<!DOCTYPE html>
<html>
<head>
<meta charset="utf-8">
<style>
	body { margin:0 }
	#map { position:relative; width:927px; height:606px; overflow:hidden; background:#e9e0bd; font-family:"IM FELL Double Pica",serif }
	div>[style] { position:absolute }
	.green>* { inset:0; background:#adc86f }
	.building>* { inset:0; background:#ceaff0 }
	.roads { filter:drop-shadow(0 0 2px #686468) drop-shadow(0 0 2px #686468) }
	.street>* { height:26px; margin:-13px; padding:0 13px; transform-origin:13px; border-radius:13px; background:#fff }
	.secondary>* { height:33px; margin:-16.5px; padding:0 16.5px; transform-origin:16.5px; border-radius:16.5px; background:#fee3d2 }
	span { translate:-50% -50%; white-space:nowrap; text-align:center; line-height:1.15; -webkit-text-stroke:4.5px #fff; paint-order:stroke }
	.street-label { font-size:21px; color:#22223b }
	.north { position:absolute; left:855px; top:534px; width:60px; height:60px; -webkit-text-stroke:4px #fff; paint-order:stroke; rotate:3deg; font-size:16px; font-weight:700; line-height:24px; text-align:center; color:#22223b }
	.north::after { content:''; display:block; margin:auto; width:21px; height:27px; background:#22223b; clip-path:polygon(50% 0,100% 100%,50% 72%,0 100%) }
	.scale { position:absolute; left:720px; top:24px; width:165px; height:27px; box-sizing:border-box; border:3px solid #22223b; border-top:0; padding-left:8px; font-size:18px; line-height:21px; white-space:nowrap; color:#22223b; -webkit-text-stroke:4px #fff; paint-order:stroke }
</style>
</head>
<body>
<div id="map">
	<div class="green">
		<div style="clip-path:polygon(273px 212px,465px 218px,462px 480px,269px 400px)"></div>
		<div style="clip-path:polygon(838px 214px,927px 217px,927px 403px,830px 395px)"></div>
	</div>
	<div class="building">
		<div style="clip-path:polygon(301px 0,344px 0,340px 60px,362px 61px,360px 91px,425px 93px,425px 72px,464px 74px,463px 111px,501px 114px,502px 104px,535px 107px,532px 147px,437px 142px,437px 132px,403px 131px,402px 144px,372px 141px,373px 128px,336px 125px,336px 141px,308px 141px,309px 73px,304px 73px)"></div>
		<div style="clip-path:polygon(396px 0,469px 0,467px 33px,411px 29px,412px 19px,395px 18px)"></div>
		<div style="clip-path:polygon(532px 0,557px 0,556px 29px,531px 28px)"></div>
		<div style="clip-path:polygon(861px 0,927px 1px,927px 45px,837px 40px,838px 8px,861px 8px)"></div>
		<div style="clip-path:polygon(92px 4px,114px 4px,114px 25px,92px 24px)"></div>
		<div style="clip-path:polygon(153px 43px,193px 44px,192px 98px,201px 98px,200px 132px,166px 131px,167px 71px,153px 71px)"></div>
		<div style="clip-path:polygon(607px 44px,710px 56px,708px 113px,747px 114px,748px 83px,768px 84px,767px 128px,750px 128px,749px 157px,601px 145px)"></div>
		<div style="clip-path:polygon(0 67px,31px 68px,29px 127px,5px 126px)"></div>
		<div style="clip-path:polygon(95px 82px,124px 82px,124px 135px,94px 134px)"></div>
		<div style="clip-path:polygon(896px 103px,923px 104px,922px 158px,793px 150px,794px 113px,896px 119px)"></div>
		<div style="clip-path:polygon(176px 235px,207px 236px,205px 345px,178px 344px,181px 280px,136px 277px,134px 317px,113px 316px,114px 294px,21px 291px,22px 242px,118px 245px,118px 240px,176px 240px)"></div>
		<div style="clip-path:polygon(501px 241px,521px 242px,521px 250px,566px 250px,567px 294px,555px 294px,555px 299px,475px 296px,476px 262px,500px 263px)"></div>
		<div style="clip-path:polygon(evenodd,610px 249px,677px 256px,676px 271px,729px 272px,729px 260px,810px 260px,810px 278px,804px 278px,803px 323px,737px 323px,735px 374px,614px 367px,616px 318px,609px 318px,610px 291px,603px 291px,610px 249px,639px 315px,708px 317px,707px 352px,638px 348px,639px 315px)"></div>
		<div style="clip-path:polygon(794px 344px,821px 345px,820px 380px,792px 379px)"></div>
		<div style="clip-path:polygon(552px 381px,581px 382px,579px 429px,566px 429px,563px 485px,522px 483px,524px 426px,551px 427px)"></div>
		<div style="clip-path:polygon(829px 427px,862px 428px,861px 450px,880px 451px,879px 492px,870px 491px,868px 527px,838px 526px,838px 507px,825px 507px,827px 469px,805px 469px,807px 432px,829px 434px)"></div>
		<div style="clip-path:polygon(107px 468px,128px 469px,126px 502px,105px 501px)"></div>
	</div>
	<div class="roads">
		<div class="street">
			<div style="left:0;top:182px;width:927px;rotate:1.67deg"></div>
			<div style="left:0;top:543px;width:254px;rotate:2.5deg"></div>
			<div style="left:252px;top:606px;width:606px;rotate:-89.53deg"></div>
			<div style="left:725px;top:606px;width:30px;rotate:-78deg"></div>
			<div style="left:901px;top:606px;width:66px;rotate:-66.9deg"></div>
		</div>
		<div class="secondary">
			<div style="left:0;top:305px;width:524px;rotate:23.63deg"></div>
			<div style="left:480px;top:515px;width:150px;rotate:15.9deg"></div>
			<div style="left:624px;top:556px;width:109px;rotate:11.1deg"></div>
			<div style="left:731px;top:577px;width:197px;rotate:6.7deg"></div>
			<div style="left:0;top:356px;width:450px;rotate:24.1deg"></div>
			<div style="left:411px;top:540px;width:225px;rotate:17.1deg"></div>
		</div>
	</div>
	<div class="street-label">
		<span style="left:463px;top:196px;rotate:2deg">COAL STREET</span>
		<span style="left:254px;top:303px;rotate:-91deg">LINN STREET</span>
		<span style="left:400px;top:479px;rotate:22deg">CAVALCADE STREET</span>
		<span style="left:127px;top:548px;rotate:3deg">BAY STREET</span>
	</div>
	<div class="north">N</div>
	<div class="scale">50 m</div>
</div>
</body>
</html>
--------------------------------
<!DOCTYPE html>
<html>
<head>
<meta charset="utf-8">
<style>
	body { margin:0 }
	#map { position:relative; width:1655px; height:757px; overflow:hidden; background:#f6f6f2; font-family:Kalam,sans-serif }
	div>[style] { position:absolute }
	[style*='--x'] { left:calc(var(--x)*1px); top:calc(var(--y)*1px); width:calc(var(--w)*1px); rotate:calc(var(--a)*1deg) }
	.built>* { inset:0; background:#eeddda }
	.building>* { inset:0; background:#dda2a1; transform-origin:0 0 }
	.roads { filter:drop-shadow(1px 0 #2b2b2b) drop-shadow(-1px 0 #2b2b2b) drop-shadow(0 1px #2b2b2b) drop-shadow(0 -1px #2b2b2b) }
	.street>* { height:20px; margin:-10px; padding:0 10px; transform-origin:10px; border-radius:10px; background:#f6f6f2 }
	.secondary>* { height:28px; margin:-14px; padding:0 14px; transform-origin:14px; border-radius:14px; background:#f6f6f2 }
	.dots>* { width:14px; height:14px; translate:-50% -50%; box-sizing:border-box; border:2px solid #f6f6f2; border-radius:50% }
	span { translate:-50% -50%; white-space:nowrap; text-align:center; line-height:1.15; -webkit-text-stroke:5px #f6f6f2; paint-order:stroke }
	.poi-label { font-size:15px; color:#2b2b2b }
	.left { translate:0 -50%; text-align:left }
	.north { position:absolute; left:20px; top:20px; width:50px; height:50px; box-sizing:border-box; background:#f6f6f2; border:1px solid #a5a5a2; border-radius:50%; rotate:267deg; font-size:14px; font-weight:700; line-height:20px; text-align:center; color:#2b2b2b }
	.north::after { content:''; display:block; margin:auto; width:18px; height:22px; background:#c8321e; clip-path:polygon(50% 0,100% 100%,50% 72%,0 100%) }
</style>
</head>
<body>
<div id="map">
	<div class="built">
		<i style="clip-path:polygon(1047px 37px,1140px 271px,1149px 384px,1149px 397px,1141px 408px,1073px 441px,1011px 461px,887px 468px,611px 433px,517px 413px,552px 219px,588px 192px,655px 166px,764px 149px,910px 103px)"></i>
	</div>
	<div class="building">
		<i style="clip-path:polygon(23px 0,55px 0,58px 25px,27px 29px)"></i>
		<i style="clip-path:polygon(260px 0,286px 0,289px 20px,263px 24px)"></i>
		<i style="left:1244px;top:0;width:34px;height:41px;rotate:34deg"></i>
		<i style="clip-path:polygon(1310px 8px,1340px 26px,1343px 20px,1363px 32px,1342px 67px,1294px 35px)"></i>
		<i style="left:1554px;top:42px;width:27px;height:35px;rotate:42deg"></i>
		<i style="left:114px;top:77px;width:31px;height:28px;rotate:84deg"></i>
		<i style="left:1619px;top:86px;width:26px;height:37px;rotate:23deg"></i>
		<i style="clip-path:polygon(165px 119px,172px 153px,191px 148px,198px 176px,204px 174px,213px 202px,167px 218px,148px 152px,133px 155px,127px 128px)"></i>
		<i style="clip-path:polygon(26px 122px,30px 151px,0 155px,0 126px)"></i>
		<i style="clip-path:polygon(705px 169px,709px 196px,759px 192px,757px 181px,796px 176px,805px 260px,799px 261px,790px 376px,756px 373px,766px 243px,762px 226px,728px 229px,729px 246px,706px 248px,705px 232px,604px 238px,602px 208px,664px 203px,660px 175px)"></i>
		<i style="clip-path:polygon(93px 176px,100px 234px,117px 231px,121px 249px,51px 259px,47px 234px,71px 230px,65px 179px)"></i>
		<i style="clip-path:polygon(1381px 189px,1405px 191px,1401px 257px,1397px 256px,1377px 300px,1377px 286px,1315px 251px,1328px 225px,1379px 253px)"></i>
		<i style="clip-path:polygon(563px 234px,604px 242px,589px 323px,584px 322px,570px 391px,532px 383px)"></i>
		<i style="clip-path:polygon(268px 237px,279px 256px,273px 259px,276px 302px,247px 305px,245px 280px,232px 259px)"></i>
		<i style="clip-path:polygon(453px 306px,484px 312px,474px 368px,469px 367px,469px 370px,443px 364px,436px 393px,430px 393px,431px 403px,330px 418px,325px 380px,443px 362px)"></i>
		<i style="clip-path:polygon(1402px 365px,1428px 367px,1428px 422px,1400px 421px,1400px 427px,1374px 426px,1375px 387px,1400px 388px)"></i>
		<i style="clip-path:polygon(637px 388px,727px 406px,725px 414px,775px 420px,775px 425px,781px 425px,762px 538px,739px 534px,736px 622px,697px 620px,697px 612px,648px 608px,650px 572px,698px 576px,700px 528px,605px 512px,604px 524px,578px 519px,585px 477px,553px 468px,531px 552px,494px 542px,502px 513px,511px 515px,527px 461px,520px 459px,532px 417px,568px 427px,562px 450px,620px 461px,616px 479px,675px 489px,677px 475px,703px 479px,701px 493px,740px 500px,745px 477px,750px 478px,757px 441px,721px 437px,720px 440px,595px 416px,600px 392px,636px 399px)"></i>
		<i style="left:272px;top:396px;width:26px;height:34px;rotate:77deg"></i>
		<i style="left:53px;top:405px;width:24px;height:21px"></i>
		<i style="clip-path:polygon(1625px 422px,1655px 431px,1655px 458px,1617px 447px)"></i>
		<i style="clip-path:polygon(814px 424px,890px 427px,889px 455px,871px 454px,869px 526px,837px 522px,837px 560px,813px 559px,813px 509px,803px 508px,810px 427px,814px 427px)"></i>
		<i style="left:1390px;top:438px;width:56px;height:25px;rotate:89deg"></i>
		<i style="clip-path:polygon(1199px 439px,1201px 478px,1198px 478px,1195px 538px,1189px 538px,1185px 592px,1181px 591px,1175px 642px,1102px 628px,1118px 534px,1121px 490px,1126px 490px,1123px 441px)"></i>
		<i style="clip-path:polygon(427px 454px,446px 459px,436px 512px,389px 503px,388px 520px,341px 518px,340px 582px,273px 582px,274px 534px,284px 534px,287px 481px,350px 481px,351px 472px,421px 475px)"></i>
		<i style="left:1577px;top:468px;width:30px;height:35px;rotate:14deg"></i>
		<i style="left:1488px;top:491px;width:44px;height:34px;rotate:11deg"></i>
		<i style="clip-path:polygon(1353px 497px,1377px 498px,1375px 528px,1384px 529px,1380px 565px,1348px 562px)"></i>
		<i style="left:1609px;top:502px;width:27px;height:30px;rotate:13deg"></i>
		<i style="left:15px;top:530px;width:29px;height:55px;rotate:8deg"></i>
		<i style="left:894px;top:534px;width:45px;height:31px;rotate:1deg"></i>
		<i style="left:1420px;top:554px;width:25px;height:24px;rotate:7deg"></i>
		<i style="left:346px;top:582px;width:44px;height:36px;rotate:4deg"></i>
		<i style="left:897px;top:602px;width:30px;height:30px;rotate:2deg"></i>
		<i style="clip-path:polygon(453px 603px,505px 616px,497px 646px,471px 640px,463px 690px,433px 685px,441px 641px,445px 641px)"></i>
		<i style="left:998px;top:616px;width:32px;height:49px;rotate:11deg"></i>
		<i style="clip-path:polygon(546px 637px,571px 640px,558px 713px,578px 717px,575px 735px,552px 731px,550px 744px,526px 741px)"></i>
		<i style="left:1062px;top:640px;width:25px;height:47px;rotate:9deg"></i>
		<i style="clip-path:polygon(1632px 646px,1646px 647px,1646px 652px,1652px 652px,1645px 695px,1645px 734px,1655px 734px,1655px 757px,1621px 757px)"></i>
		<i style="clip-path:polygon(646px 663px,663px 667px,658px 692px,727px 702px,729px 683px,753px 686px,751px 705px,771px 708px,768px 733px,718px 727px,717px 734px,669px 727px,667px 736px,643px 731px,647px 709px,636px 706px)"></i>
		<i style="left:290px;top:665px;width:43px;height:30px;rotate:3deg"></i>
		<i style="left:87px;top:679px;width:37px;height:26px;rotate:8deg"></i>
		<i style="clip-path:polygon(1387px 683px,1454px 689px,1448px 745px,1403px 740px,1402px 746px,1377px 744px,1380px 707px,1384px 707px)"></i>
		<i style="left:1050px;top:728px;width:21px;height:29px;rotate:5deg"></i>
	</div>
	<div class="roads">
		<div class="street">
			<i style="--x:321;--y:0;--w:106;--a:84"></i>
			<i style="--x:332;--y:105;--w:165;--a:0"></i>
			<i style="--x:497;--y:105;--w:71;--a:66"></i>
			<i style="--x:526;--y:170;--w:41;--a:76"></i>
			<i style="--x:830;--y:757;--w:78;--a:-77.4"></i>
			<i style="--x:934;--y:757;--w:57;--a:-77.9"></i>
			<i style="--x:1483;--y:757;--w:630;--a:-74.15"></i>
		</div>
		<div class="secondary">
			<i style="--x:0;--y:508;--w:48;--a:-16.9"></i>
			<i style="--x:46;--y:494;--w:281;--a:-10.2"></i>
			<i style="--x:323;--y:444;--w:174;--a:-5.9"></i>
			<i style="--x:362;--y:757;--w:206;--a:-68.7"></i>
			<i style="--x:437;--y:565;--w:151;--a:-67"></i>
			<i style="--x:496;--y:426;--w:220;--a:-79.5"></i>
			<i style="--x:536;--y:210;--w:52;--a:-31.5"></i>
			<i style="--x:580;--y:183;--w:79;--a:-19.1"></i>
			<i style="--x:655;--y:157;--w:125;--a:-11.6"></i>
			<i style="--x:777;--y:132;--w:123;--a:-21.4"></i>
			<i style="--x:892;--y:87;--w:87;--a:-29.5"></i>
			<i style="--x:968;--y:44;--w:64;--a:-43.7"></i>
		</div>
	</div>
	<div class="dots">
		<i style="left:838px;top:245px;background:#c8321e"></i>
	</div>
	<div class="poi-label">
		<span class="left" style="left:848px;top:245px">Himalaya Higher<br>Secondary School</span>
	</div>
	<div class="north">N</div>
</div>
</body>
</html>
--------------------------------
Search the listing above for the string "hidden" and return each line it appears on.

	#map { position:relative; width:927px; height:606px; overflow:hidden; background:#e9e0bd; font-family:"IM FELL Double Pica",serif }
	#map { position:relative; width:1655px; height:757px; overflow:hidden; background:#f6f6f2; font-family:Kalam,sans-serif }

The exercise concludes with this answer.